◆ **EXERCISE REQUIREMENTS**
Each line containing the string "Rázuri" should be copied out of the entries.

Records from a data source
----

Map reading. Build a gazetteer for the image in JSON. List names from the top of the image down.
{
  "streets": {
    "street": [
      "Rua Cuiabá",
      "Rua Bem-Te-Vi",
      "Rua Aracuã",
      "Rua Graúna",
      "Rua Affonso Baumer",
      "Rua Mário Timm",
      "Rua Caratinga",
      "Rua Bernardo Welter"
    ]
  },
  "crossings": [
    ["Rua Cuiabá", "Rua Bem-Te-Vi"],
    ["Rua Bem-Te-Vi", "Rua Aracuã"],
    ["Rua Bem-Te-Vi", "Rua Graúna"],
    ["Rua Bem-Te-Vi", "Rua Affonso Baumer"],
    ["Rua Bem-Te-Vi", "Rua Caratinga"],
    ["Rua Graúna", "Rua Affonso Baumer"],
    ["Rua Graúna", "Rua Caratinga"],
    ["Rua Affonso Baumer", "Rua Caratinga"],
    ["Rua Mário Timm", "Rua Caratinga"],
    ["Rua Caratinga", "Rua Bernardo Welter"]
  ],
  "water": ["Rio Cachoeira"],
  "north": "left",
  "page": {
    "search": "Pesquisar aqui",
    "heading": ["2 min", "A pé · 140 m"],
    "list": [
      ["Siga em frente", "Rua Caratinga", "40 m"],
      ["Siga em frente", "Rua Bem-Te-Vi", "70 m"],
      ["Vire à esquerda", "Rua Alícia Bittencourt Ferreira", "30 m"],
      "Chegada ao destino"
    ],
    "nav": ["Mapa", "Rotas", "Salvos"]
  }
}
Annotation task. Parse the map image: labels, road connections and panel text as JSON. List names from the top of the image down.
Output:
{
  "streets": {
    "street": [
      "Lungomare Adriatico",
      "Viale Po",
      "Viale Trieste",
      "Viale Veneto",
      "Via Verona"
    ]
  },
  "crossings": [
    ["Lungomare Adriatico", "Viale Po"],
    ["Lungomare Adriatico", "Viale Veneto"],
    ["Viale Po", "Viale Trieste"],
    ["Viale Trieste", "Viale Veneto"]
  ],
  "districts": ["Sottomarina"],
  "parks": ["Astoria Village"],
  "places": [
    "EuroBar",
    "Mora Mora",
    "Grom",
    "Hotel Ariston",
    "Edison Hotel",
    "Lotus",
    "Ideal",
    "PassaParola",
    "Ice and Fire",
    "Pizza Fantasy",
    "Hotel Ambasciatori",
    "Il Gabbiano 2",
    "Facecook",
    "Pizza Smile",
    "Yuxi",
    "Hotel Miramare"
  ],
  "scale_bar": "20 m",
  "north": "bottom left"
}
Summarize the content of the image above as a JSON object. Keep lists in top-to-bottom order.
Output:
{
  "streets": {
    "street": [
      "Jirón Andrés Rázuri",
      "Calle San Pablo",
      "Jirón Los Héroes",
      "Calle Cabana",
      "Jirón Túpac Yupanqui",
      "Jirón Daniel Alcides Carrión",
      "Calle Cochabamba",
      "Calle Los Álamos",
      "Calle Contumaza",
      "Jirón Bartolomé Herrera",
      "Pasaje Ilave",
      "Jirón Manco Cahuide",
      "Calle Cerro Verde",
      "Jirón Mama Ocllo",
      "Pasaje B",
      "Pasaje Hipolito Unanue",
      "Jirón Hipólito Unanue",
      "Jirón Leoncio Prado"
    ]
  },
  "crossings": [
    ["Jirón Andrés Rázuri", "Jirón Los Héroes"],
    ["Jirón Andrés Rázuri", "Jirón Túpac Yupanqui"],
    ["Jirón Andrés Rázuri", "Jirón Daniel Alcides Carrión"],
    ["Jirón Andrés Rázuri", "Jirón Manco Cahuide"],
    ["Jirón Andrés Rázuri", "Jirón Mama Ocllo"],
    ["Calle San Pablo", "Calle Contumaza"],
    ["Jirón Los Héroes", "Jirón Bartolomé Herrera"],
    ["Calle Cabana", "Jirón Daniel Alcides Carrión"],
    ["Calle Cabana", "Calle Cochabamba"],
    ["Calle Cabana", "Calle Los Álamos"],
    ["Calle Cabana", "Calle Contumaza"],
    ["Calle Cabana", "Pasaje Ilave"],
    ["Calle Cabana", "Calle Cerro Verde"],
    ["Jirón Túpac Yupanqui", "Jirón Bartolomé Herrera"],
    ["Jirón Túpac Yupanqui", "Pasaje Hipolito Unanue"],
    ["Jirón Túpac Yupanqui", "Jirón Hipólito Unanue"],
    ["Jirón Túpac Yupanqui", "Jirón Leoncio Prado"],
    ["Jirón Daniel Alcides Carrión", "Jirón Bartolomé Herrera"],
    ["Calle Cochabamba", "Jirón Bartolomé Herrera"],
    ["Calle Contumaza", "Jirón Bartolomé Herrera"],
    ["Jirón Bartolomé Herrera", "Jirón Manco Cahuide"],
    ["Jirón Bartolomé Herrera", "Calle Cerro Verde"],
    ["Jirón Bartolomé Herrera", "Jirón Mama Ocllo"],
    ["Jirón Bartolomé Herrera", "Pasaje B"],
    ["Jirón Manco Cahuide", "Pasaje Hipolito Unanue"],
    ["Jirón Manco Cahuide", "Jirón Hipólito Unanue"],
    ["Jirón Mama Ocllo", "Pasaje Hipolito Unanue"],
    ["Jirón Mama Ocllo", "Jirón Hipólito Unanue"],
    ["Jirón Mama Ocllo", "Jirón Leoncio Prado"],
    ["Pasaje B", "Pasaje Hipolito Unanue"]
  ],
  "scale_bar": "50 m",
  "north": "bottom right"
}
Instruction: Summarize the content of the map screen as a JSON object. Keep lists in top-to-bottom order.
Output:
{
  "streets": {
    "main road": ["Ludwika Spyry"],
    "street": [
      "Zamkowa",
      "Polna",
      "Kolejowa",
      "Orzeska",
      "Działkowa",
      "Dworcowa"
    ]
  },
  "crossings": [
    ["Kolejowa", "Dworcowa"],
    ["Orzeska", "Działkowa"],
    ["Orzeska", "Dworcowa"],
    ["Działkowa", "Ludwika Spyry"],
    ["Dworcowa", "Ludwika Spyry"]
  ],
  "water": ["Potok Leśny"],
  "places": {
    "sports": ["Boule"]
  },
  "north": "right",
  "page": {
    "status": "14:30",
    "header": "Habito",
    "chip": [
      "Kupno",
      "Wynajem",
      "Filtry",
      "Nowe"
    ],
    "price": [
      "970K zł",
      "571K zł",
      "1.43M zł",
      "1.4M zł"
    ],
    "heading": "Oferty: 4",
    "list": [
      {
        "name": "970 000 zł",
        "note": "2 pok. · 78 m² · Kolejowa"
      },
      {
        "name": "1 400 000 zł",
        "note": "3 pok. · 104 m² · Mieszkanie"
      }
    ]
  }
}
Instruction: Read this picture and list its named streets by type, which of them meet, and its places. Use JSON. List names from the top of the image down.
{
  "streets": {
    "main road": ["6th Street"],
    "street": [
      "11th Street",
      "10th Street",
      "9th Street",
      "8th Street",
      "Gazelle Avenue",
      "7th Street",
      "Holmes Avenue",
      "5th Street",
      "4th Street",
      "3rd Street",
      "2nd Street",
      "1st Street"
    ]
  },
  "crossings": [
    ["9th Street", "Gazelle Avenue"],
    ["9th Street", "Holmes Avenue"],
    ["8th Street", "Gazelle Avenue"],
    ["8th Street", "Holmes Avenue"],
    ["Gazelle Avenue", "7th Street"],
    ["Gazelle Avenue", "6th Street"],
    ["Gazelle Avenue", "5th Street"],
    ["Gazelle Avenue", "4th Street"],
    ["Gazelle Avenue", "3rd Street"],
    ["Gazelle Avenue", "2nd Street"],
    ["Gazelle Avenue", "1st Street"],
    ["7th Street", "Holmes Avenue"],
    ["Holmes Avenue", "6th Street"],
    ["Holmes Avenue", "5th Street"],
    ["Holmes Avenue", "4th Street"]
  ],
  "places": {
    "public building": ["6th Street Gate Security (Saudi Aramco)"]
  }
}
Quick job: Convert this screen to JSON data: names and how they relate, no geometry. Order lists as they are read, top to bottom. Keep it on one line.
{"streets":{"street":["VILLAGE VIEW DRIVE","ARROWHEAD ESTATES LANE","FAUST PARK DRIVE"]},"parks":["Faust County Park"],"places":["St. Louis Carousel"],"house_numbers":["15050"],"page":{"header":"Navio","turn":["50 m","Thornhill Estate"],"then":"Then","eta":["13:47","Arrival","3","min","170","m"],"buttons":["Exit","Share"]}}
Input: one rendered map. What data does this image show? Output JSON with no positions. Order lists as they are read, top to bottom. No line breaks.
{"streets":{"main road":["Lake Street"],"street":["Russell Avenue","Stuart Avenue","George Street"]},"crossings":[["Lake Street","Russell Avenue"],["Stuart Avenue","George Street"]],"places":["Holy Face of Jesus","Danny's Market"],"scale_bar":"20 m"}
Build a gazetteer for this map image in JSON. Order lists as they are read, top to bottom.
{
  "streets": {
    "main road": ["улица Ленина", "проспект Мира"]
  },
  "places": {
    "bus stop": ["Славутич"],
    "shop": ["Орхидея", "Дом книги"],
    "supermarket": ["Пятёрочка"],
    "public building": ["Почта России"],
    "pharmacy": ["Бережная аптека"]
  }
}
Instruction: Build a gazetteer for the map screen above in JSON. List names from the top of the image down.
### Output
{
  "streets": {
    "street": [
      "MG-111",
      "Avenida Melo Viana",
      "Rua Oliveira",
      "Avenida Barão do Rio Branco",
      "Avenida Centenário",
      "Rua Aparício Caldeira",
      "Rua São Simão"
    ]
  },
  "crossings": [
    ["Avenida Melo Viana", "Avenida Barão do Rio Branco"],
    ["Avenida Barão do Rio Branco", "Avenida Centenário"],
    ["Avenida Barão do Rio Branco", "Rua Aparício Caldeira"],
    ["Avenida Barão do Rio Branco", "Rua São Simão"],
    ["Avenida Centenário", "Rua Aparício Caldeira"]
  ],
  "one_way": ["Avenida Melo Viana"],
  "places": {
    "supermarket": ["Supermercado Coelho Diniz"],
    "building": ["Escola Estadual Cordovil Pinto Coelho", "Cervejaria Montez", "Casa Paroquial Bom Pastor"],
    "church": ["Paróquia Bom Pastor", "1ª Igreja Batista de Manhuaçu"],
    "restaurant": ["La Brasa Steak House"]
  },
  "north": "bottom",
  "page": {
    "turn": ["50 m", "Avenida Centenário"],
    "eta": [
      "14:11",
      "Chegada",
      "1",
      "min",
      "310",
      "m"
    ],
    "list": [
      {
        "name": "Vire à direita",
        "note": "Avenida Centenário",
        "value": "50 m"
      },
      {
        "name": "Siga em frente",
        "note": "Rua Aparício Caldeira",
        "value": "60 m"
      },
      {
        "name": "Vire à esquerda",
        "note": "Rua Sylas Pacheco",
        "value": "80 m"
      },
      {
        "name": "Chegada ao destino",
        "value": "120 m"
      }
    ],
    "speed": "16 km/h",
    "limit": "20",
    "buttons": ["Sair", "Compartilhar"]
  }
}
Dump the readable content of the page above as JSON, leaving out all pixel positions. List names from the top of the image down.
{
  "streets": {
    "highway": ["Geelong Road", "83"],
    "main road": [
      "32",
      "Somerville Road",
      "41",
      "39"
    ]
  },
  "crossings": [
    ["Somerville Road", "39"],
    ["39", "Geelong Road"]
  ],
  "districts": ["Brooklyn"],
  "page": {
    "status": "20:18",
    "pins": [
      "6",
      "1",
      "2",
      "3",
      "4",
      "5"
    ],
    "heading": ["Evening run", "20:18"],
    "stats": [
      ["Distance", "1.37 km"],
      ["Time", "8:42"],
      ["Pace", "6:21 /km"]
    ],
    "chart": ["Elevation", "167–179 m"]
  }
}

----

◆ **WRITTEN RESPONSE**
      "Jirón Andrés Rázuri",
    ["Jirón Andrés Rázuri", "Jirón Los Héroes"],
    ["Jirón Andrés Rázuri", "Jirón Túpac Yupanqui"],
    ["Jirón Andrés Rázuri", "Jirón Daniel Alcides Carrión"],
    ["Jirón Andrés Rázuri", "Jirón Manco Cahuide"],
    ["Jirón Andrés Rázuri", "Jirón Mama Ocllo"],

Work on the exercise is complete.